CARE Super (stylised CareSuper) is an Australian industry superannuation fund, focussing on superannuation for people engaged in professional, managerial, administration and service occupations. Established in 1986, CareSuper now services over 245,000 members Australia-wide and has over $19.7 billion in funds under management.

Industry superannuation fund
As an industry super fund, CareSuper is run only to profit members. Unlike many insurance company and bank owned super funds, industry funds are not in business to make a profit for shareholders.

History
Formerly the ‘Clerical, Administrative and Related Employees Superannuation Plan’, CareSuper was established in 1986 as one of the early industry superannuation funds in Australia to meet award super requirements. 
In the new year of 1987, companies were invited to participate in CareSuper, the first to join was Siemens Limited.

In 1999, CareSuper became a public offer fund, enabling non employer-sponsored individuals to join the CareSuper Personal Plan.

In July 2007, CareSuper introduced a Pension product, allowing members to stay with the fund as they move towards or commence retirement.

Brand ambassador
In 2011, retired Australian swimmer Giaan Rooney became the face of CareSuper.
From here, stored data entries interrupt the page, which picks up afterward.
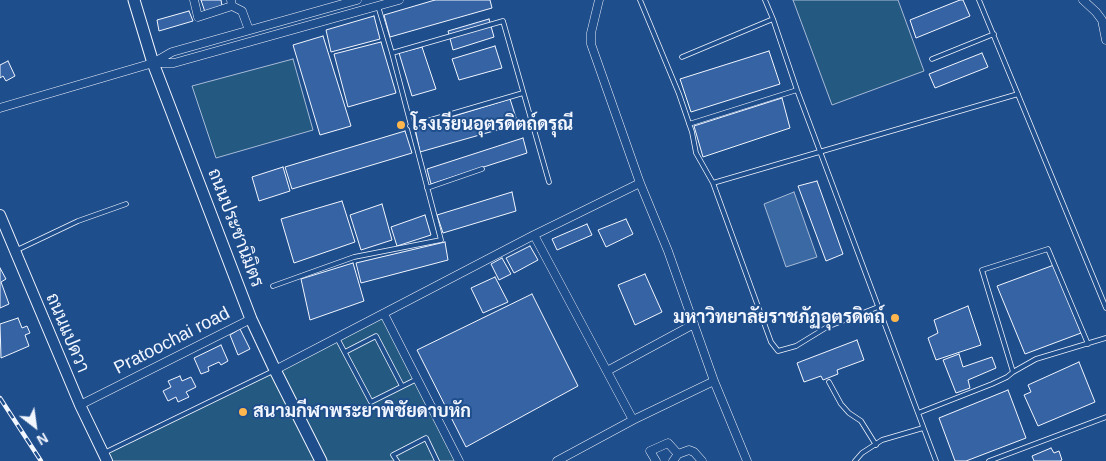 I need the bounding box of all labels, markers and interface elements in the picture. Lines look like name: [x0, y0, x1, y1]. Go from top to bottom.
place label: โรงเรียนอุตรดิตถ์ดรุณี: [411, 114, 573, 136]
marker: โรงเรียนอุตรดิตถ์ดรุณี: [395, 119, 407, 131]
street label: ถนนประชานิมิตร: [202, 166, 268, 290]
street label: ถนนแปดวา: [41, 290, 93, 376]
street label: Pratoochai road: [110, 303, 234, 379]
place label: มหาวิทยาลัยราชภัฏอุตรดิตถ์: [673, 307, 885, 329]
marker: มหาวิทยาลัยราชภัฏอุตรดิตถ์: [889, 312, 901, 324]
north arrow: [10, 401, 60, 451]
place label: สนามกีฬาพระยาพิชัยดาบหัก: [253, 401, 471, 423]
marker: สนามกีฬาพระยาพิชัยดาบหัก: [237, 406, 249, 418]
text: N: [34, 430, 51, 448]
As CareSuper's brand ambassador, she regularly features in CareSuper's television advertisements and events.

Merger with Asset Super
It was announced in September 2011 that the then $4.9 billion fund CareSuper and $1.6 billion fund Asset Super were in talks to conduct a merger of the two funds.

The merger was completed on 27 October 2012, with 4 Trustee Directors from Asset joining the existing 9 Trustee Directors on the Board of CareSuper.